しかし、陛下……おいたわしや! 我々の力が足りぬばかりにこのような!」
アクアクラーケンは嗚咽を漏らした。こいつも大変なんだな、色々と。
「とにかく当面の危機は去ったってわけか。これにて一件落着……」
「そうじゃない。忘れたか、我々はまだ依然として危機に見舞われているんだ」
……そう言えばまだら色の化け物のことがあったな。ディメンジア登場のインパクトですっかり忘れていた。ハルは話を続けた。
「まず、あなた方がこの世界についてどれほど理解しているかだが……」
ハルは2人に確認を始めた。彼らがこの世界に来たのは4年前、出来るだけ外界との接触は断ってきたそうだが、ダークと遭遇したことくらいはあるようだ。交戦記録を確認し、ダーク避けの対策を取り不自由な生活を続けて来たそうだ。

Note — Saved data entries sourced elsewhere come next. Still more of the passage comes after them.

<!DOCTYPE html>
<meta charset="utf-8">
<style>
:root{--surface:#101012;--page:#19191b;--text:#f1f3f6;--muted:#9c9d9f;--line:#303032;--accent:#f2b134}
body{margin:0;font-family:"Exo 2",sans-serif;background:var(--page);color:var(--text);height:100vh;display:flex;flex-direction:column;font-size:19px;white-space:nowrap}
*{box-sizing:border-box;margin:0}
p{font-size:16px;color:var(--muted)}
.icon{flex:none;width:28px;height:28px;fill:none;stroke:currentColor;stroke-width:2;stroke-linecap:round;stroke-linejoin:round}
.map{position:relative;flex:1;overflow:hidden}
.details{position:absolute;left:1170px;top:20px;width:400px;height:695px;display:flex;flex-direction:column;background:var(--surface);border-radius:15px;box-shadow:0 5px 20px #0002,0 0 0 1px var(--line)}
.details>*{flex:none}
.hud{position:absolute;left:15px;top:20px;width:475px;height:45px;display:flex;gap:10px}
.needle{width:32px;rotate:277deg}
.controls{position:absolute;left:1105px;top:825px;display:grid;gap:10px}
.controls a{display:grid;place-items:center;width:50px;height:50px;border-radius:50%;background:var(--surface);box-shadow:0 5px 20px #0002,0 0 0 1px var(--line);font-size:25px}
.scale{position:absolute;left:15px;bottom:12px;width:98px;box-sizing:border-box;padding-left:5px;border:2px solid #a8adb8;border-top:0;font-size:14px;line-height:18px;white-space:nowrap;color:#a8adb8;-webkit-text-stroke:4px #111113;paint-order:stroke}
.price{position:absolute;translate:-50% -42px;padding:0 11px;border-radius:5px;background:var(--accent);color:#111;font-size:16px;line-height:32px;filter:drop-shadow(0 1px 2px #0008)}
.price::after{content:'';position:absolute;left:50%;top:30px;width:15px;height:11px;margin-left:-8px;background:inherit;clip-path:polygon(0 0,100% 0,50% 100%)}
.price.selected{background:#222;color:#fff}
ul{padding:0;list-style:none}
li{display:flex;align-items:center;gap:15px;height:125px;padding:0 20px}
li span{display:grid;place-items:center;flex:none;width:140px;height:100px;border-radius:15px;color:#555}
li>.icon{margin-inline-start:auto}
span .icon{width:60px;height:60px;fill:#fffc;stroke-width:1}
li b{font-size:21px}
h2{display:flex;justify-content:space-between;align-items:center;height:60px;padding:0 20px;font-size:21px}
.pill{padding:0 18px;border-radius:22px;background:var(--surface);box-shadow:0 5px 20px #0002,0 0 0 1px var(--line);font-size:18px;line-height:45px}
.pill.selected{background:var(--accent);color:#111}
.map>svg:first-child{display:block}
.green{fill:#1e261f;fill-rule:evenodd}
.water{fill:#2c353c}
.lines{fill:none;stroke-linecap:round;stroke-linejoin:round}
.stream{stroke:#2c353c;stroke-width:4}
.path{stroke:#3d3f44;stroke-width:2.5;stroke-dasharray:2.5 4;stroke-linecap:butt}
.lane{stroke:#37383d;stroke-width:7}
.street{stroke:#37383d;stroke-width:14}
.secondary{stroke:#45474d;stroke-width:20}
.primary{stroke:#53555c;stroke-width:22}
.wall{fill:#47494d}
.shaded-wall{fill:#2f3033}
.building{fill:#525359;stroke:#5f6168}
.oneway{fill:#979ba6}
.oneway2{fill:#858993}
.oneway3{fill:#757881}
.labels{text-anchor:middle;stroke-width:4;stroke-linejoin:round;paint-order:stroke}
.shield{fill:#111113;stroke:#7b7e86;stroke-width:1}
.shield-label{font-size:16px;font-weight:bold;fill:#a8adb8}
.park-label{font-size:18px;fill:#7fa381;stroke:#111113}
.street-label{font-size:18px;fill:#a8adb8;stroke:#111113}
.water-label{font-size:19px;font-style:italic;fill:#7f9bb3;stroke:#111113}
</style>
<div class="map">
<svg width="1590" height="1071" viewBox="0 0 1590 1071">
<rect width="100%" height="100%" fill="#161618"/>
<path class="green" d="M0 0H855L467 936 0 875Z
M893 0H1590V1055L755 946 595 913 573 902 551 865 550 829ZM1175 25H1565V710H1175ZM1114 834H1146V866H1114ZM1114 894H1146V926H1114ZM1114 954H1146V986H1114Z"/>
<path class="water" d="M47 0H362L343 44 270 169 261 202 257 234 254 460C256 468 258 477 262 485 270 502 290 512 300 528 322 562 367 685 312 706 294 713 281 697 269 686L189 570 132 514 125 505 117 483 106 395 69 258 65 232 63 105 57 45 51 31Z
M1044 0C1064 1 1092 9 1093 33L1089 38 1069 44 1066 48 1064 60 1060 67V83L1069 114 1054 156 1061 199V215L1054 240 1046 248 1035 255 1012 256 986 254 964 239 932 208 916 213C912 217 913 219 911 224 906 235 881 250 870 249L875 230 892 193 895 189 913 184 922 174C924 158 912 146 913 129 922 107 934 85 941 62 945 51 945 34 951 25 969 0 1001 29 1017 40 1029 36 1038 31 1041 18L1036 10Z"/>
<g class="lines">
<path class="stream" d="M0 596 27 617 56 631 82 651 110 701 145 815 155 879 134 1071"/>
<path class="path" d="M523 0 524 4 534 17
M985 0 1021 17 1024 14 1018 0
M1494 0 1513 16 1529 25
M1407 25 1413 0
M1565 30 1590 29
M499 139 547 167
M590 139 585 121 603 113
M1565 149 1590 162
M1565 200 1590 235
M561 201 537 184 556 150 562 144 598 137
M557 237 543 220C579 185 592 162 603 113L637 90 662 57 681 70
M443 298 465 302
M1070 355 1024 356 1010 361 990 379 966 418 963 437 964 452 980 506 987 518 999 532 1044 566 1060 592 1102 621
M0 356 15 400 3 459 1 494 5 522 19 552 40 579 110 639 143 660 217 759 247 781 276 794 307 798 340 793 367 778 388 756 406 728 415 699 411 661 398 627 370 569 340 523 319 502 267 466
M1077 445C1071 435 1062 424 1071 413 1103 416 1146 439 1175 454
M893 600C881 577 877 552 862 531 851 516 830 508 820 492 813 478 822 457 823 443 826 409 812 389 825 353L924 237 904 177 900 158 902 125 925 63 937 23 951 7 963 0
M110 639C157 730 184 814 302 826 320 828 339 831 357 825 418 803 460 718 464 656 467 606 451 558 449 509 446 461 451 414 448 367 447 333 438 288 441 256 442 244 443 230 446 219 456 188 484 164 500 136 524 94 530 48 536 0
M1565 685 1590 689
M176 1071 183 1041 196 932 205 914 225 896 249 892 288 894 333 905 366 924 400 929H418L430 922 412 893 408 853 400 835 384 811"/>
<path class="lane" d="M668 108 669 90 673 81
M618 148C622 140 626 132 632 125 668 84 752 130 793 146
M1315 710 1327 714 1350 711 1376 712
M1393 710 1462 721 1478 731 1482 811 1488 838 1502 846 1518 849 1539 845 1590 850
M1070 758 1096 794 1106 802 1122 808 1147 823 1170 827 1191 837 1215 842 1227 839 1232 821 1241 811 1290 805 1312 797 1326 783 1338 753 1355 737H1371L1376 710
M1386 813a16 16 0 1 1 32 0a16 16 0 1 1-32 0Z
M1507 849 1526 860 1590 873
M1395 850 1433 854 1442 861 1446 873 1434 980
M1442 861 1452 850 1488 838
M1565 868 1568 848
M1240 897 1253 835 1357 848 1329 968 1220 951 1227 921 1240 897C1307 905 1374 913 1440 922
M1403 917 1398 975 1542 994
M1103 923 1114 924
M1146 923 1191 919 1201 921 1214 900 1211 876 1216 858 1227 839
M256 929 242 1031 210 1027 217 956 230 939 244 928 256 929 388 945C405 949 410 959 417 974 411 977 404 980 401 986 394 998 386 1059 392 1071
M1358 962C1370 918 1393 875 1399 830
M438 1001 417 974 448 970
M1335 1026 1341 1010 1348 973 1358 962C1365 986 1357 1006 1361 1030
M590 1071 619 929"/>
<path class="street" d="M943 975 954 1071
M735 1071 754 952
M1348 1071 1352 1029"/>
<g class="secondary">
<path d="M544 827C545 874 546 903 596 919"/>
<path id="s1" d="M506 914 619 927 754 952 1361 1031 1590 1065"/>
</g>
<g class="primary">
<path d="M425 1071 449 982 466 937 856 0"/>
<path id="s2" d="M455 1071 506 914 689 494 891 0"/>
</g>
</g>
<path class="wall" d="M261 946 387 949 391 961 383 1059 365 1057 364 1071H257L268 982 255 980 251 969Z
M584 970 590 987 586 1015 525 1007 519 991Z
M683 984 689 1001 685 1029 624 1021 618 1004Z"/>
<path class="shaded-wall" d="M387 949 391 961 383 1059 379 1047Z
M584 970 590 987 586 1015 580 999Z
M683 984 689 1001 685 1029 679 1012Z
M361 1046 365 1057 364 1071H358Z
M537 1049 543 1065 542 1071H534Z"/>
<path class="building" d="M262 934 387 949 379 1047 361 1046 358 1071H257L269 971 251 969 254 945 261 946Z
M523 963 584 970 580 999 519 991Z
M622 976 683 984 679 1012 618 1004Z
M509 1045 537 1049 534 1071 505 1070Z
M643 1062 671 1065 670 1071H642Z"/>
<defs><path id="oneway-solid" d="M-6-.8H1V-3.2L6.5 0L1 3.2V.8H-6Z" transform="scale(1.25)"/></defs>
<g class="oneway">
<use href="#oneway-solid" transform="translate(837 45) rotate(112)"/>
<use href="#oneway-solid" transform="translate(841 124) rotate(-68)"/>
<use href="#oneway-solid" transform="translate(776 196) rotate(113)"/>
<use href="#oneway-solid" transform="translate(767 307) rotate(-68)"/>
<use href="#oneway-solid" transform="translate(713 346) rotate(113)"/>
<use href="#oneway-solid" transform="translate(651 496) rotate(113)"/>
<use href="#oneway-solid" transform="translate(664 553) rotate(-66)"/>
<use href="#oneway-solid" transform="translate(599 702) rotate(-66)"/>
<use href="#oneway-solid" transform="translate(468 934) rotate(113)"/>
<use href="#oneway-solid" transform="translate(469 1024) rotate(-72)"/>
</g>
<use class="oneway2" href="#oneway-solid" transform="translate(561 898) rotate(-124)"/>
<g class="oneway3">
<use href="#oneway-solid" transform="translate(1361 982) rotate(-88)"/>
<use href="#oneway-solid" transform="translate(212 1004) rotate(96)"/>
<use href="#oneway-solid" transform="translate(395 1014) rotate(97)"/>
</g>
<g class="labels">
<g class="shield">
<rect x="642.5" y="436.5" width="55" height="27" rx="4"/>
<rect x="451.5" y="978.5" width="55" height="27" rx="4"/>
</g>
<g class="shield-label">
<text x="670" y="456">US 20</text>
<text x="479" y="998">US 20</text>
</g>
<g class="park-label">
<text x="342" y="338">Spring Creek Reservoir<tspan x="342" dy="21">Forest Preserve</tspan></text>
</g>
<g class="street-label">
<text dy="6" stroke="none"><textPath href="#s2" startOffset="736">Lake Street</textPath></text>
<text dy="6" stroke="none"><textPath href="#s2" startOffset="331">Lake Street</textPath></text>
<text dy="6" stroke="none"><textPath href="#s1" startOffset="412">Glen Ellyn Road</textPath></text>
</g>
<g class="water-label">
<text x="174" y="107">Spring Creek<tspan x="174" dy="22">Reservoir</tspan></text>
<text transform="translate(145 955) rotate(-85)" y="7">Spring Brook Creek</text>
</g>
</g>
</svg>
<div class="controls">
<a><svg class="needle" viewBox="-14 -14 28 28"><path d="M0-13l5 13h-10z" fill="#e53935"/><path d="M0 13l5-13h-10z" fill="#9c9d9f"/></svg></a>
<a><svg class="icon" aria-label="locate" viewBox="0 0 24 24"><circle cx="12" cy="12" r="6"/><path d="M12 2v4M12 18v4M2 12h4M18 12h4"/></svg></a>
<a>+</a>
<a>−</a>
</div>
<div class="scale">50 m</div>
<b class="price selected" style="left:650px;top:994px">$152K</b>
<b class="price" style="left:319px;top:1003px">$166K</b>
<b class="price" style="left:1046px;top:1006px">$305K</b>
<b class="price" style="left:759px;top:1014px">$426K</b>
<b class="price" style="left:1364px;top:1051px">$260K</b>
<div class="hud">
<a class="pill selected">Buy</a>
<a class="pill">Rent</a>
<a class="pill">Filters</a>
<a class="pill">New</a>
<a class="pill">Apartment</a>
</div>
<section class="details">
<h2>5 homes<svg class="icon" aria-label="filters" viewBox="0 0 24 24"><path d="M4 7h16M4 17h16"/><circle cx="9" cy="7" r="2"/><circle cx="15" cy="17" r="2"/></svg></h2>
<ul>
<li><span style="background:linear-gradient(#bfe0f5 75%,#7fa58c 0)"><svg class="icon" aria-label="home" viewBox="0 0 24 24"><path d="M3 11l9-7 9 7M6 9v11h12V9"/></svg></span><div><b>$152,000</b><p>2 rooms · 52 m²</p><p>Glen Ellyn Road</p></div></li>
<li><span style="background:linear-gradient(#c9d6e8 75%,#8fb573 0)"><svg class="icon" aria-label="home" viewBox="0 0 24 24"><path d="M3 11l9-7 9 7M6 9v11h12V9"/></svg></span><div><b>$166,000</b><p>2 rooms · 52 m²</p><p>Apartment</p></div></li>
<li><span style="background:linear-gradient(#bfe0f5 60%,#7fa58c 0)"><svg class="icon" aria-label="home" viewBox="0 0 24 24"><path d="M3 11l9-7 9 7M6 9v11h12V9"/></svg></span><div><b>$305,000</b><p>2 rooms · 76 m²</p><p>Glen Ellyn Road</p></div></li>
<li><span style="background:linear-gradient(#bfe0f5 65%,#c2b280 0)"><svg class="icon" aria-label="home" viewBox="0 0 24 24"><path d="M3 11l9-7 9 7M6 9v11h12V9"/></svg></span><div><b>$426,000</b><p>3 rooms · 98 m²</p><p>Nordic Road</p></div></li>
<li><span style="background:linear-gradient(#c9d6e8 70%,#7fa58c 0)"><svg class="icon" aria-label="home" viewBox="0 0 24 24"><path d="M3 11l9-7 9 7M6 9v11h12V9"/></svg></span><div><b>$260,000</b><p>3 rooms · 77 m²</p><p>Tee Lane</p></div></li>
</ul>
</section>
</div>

「大変な日常を送ってらっしゃったんですね、あなた方は……」
「すべてはファンタズムに敗北してしまったから……グムーッ!」
「よせ、アクアクラーケン。見苦しいぞ。
ともかく、我々ディメンジアが知ることはその程度だ。
まだら色の怪物についてはすまぬが力になれぬ」
それは予想していたので、特に落胆するようなことはない。
「さて、それでは……私はこれまでのことをシオン様に報告して来ようと思う。
武彦、お前はディメンジアに残ってくれ」
「……体のいい人質とか、そういう扱いなのかな? 俺は?」
「友好の証さ。明日にはこちらに戻って来る、それでは失礼いたします」
ハルは深々と頭を下げ、踵を返して次元城から去って行った。
「まだら色の怪物についてはこちらも聞かなければならないことがある……
それと、あのダークと言う生き物についてもな。
我々はお前たちが知らないことを知っている」
「何だって? あー、つまり……あんたらはダークを科学解析にかけたと?」
この世界になくてこいつらが持っている物、その最たるものは科学技術だ。
「そういうことだ。とはいえ、今日はもう遅いだろう……部屋を用意させる」
そういうと次元皇帝は手をあげた。ホワイトマスクの1人が歩み寄る、彼はそれに耳打ちをした。俺の部屋を用意するように通達しているのだろう。かつての敵の本拠地で眠ることになる、と考えると肝が冷えるが……仕方がないか。
「窮屈だとは思うが、我慢してくれ。精一杯のもてなしをしようぞ……」
いいぜ、やってやろうじゃないか。人質の責務を全うしてやる。